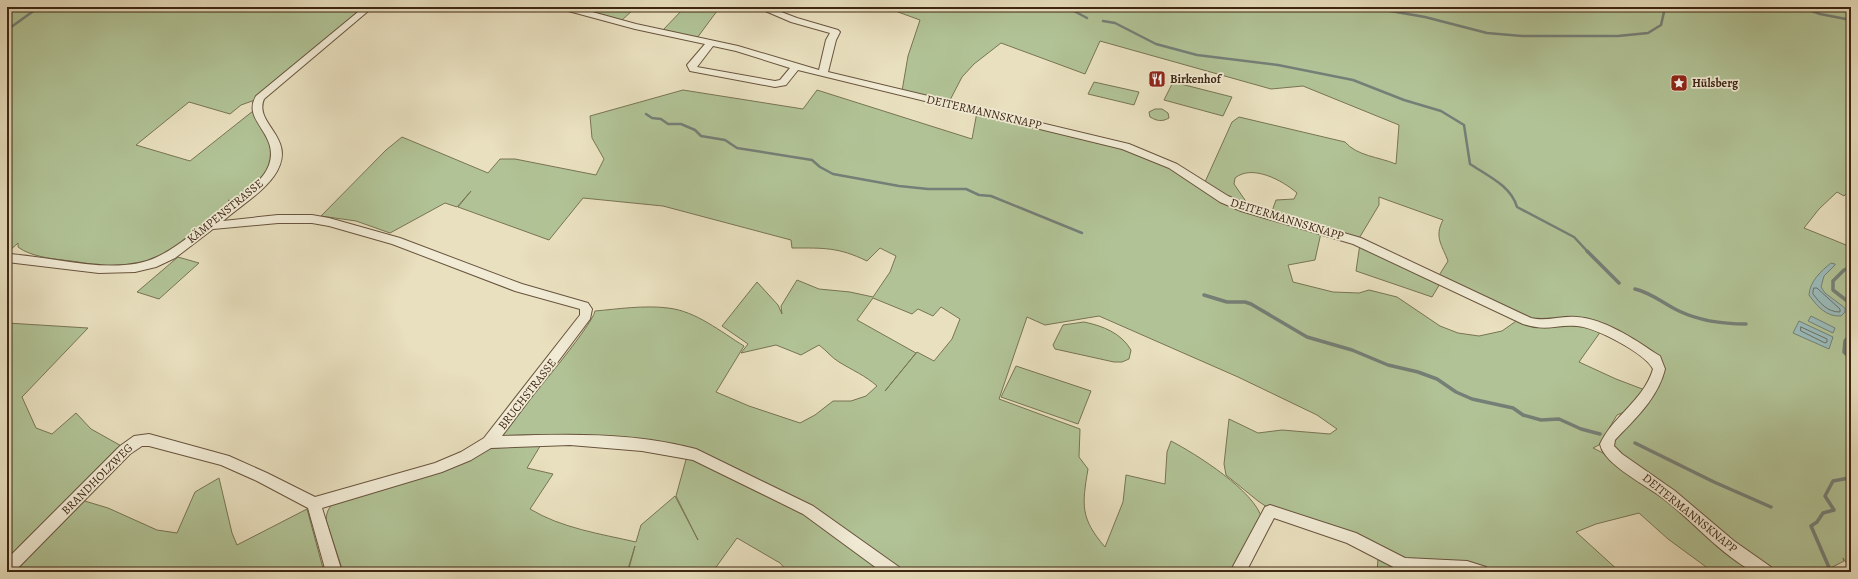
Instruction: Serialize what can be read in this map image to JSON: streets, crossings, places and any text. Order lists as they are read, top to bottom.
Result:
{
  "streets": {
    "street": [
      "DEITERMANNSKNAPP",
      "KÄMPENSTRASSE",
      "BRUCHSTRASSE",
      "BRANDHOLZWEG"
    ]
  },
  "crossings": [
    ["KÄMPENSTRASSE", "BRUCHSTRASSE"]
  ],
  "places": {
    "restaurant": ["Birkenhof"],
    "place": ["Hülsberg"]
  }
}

========

_Task item:_ Output the whole listing without change. Any picture is to be left out.

_The completed task:_
Instruction: Serialize what can be read in this map image to JSON: streets, crossings, places and any text. Order lists as they are read, top to bottom.
Result:
{
  "streets": {
    "street": [
      "DEITERMANNSKNAPP",
      "KÄMPENSTRASSE",
      "BRUCHSTRASSE",
      "BRANDHOLZWEG"
    ]
  },
  "crossings": [
    ["KÄMPENSTRASSE", "BRUCHSTRASSE"]
  ],
  "places": {
    "restaurant": ["Birkenhof"],
    "place": ["Hülsberg"]
  }
}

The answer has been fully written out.